What the task asks. When a line of the entries contains the word "controls", report that line.

Stored entries
= = = =
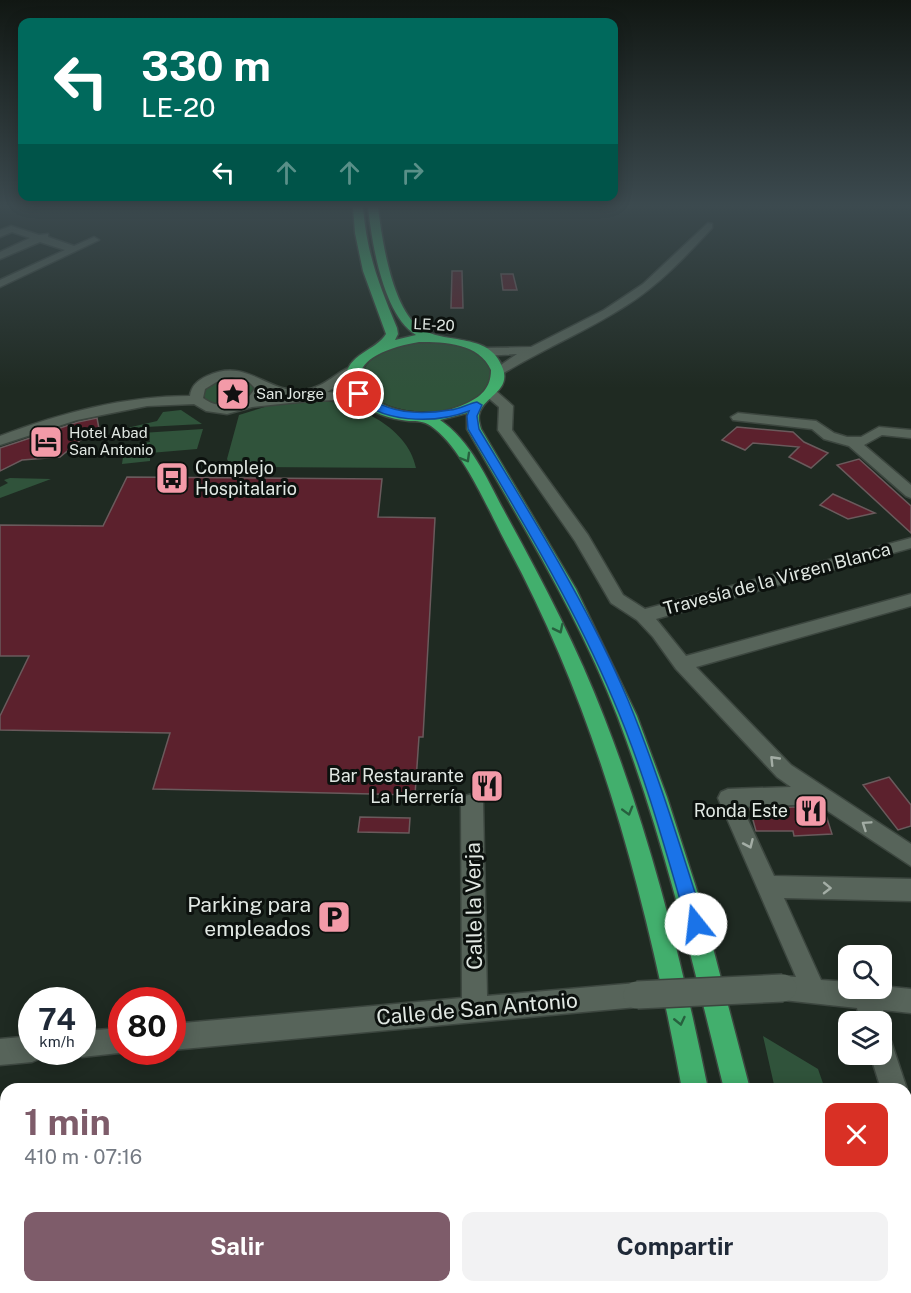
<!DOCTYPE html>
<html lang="es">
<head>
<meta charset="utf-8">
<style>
	body { margin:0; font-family:"Public Sans",sans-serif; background:#f2f2f3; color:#1f2937; height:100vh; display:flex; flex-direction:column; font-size:22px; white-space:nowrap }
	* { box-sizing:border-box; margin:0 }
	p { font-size:20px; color:#747a83 }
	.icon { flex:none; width:33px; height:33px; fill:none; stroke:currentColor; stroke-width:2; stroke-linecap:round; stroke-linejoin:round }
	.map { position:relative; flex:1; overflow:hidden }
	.details { position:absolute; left:0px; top:1083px; width:912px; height:210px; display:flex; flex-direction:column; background:#fff; border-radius:18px 18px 0 0; box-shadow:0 3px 15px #0003 }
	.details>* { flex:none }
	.hud { position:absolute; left:18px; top:18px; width:600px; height:183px; border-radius:12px; box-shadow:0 3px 15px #0003; background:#00695c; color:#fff; overflow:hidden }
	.controls { position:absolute; left:838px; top:945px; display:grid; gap:12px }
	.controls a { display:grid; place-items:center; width:54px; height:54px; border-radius:12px; background:#fff; box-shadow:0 3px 15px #0003; font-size:30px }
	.speed { position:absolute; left:18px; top:987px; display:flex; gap:12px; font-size:30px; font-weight:700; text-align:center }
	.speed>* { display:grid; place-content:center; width:78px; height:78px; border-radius:50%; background:#fff; box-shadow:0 3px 15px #0003; line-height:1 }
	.speed small { font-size:15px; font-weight:400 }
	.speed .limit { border:9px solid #d22; background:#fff; color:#111 }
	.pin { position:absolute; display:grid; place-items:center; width:51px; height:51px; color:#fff; margin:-26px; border:3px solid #fff; border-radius:50%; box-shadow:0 2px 6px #0007 }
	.me { position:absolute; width:66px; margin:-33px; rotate:344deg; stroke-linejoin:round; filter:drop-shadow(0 0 4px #0008) }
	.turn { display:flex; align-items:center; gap:21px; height:126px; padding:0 24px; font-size:27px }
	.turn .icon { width:78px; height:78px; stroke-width:2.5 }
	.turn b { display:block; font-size:42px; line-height:51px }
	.lanes { display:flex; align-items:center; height:57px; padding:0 24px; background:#0003; justify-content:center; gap:30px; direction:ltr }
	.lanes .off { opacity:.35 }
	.round { display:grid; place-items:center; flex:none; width:63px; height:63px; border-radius:12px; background:#f2f2f3 }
	.summary { display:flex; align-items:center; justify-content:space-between; height:102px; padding:0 24px }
	h1 { font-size:36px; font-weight:700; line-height:45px; color:#7e5c6a }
	.primary-button { display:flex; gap:12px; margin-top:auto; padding:12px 24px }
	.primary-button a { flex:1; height:69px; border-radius:12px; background:#7e5c6a; color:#fff; font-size:24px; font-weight:700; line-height:69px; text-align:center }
	.primary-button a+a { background:#f2f2f3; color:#1f2937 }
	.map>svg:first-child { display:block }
	.green { fill:#30533b }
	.building { fill:#5c212d; stroke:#6a5a5c; stroke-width:1.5 }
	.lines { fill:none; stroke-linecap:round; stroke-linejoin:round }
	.street-casing { stroke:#3c463f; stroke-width:3 }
	.highway-casing { stroke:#3c463f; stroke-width:3 }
	.street { fill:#57645a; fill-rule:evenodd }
	.highway { fill:#42af6d; fill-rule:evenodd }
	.street-bridge-casing { stroke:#3c463f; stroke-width:30; stroke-linecap:butt }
	.street-bridge { stroke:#57645a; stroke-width:27 }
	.oneway { stroke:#27603e }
	.oneway2 { stroke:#a3ada5 }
	.route { fill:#1a73e8; stroke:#114b97; stroke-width:1.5 }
	.labels { text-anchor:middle; stroke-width:6; stroke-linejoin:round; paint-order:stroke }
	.far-street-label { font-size:15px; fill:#e1e8e3; stroke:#0c110e }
	.far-poi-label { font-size:15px; fill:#e1e8e3; stroke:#0c110e; text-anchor:start }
	.poi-label { font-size:18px; fill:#e1e8e3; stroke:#0c110e; text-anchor:end }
	.street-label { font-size:18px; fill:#e1e8e3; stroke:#0c110e }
	.near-poi-label { font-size:21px; fill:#e1e8e3; stroke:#0c110e; text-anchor:end }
	.near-street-label { font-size:21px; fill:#e1e8e3; stroke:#0c110e }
</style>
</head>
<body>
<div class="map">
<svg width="911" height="1293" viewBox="0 0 911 1293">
	<rect width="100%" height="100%" fill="#1f2a22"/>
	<path class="green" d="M423,342C442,342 497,347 493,377C490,391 481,397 469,403C444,416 384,416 367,389C347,357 404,344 423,342Z
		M234,378C242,379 252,380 254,390C246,404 209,416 203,393C209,382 222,379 234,378Z
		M311,400C350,400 408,425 416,468L241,467L229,463L227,459L239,415L268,406Z
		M181,410L202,424L127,428L157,421L163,412Z
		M203,429L197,449L150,453V461L122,464L123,457L137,444L150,442L149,437L124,440L126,434Z
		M10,478L51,479L0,498V487L8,483L4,480Z
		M763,1036L818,1069L825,1089H775Z
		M818,1287H881L882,1293H819Z"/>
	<path class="building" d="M452,271H462L463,308H451Z
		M501,274H513L517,290H503Z
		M97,418L100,434H88L60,457L22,460L0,471V448L78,422Z
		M737,427L793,432L804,442L828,453L811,468L789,457L799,447L753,443L745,450L722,440Z
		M859,459L911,506V533L837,465Z
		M127,477L382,479L378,517L435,518L423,737H419L415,795L153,789L170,733L0,730V716L29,656H0V525L103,526Z
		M833,494L875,513L848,519L820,505Z
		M889,777L911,805V826L898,830L863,785Z
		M793,807H818L825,812L832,834L794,836L793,831H756L750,809Z
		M360,817L410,818L409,833L358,832Z"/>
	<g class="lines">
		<g class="street-casing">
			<path id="street" d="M708,223L712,224V228C686,256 659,285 627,305C587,331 543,349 502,374H494L492,371L517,354L483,356L477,352L483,348L531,347L604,310L643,284Z
				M11,226L39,235L48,234V237L74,246L94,237L99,240L0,287V280L65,250L40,242L0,259V252L30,238L12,232L0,237V230Z
				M354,366L360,370L358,373L327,392L352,394L371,398L373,401L371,404L337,400L309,401L252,407L227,414L206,411L194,404L147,406L77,420L0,445V436C61,413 124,396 190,396C191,386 198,380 207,376C248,357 266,394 304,390C327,387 337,370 354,366ZM232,377L249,382L255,388C246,407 220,411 203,398L205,389L223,378ZM267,391L281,396L264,398Z
				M491,390L496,391L513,406L512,430L588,535L623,595L645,609L911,538V548L656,619L686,656L911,594V606L696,667L791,765L911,844V866L817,804L742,807L774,876L911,879V901L784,898L821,980L849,982V988H882V986L911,989V1013L883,1010L886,1022L882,1031V1022H860L857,1008L783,1000L774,997L771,988L774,979L783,976L796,977L718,798L721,792L728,789L791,787L777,777L676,669L653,637L637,620L611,603L575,541L498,430L499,407L484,394Z
				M738,413L816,421L834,433L847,437H861L879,427L911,430V438L882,435L864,445L911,485V498L906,496L849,446L824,439L812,429L733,420L731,417Z
				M472,794L479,796L483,803L487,996L637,983L646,986L649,995L646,1004L637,1007L172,1050V1024L462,998L461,803L465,796Z
				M122,1028V1052H128L82,1057L73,1053L82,1052V1031Z
				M32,1036V1052H44L41,1058L32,1062L0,1065V1039Z
				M882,1037L891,1041L907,1089L906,1092V1089H881L870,1054H882Z
				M906,1115L911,1117V1159L906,1157Z"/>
		</g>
		<g class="highway-casing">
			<path id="highway" d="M353,207H363C367,255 379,284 397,328L398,334L395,340L416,335C383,315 372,243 368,207H378C382,240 391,301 416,325C440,347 490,329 503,369C511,392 482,397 479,415C478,419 480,425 481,429L576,589L637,716L667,797L702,906L750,1089H724C693,964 664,839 618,718C579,616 521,523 467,429V413L440,420C473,442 490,486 509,520C544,584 578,649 604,717C651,837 682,962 708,1089H682C647,902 599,716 508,547C489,512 463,448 431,426C423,421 418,421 409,421C390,419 370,413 356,399C352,394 347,385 346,379C346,354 376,351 386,334L363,271L355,233ZM419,342C445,342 479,343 491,370C491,388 481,397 465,404C390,439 297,363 419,342Z
				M713,1287H743L744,1293H714Z
				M762,1287H792L793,1293H763Z"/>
		</g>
		<use href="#street" class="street"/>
		<use href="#highway" class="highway"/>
		<g class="street-bridge-casing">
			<path id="street-bridge" d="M637,995L783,988"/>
		</g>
		<use href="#street-bridge" class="street-bridge"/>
	</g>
	<defs><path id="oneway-chevron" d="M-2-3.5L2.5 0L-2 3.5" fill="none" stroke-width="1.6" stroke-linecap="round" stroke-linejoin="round" transform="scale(1.5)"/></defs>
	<g class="oneway">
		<use href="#oneway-chevron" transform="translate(466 458) rotate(60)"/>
		<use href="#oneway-chevron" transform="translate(559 629) rotate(64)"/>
		<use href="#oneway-chevron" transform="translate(628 811) rotate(74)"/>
		<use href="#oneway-chevron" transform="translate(680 1021) rotate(77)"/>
	</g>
	<g class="oneway2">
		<use href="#oneway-chevron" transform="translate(774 760) rotate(-134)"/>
		<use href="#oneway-chevron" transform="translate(866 825) rotate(-146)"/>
		<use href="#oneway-chevron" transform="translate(749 844) rotate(66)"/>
		<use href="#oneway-chevron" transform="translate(827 888) rotate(1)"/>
	</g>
	<linearGradient id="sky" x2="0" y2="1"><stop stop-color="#111713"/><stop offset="0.53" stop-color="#3c4a4f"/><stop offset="1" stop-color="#3c4a4f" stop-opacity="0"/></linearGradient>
	<rect width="911" height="388" fill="url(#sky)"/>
	<path class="route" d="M355,392H362C386,414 420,415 450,410C459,409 468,404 477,402L482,405L477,416L479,429C532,517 588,605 628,700C658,773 681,849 705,924L703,930L696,933L690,930L687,924C665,848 644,771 613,699C573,604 520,517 468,429L467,416L469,411C435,424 379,424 354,394Z"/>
	<defs>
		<g id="sight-square" transform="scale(1.725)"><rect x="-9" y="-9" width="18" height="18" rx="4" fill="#f39aa8" stroke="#0c110e"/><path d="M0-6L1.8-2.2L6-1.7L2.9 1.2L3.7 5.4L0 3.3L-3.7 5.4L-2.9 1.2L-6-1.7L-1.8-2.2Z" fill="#111"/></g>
		<g id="hotel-square" transform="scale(1.725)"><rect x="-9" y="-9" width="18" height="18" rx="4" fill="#f39aa8" stroke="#0c110e"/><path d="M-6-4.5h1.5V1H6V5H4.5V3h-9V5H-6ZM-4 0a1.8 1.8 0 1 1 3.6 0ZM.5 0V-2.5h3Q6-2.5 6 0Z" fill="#111"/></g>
		<g id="bus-square" transform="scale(1.725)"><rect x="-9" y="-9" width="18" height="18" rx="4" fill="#f39aa8" stroke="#0c110e"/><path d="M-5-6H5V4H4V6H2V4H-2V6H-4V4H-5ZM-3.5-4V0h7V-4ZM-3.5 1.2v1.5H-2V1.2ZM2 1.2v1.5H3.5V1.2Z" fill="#111"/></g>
		<g id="restaurant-square" transform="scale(1.725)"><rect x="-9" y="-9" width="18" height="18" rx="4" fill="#f39aa8" stroke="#0c110e"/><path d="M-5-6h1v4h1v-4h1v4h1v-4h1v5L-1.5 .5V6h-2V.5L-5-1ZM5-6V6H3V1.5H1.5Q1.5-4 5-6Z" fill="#111"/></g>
		<g id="parking-square" transform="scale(1.725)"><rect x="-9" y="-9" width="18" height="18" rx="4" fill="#f39aa8" stroke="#0c110e"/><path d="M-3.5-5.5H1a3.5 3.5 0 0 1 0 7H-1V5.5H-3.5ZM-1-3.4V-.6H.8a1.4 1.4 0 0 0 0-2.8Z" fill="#111"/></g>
	</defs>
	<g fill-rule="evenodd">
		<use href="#sight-square" x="233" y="394"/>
		<use href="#hotel-square" x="46" y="442"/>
		<use href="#bus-square" x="172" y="478"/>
		<use href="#restaurant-square" x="487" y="786"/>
		<use href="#restaurant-square" x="811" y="811"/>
		<use href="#parking-square" x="334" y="917"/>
	</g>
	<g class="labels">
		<g class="far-street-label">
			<text transform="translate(434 325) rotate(3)" y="5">LE-20</text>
		</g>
		<g class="far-poi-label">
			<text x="256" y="399">San Jorge</text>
			<text x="69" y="438">Hotel Abad<tspan x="69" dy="17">San Antonio</tspan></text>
		</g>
		<g class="poi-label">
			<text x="195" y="474" text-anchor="start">Complejo<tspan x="195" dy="21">Hospitalario</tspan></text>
			<text x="464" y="782">Bar Restaurante<tspan x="464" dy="21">La Herrería</tspan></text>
			<text x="788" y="817">Ronda Este</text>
		</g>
		<g class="street-label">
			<text transform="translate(777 579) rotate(-15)" y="6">Travesía de la Virgen Blanca</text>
		</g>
		<g class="near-poi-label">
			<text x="311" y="912">Parking para<tspan x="311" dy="24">empleados</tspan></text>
		</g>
		<g class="near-street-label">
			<text transform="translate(474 906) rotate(-91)" y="7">Calle la Verja</text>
			<text transform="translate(477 1009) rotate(-5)" y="7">Calle de San Antonio</text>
		</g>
	</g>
</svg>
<div class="controls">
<a><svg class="icon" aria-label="search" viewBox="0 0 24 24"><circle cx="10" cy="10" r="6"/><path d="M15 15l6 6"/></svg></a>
<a><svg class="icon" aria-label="layers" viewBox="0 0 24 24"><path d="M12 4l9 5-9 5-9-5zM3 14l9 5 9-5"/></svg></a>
</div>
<div class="speed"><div>74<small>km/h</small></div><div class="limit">80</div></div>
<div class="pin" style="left:359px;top:394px;background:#d93025"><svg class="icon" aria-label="arrive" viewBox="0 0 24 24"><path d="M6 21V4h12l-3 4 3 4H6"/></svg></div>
<svg class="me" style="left:696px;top:924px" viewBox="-20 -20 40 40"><circle r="19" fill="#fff"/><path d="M0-13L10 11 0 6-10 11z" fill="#1a73e8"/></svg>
<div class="hud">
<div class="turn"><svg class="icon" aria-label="left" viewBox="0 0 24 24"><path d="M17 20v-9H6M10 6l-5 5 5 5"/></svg><div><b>330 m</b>LE-20</div></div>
<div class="lanes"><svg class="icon" aria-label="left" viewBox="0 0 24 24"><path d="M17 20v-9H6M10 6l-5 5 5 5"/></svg><svg class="icon off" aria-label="ahead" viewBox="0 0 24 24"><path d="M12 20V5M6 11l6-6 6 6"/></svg><svg class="icon off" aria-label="ahead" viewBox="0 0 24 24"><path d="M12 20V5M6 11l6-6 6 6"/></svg><svg class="icon off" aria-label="right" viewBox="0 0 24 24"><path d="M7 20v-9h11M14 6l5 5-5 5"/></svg></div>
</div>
<section class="details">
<div class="summary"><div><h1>1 min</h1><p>410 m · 07:16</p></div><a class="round" style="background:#d93025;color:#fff"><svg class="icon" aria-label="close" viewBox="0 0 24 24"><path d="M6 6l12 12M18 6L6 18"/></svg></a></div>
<div class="primary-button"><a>Salir</a><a>Compartir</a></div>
</section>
</div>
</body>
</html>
= = = =
Answer section.
	.controls { position:absolute; left:838px; top:945px; display:grid; gap:12px }
	.controls a { display:grid; place-items:center; width:54px; height:54px; border-radius:12px; background:#fff; box-shadow:0 3px 15px #0003; font-size:30px }
<div class="controls">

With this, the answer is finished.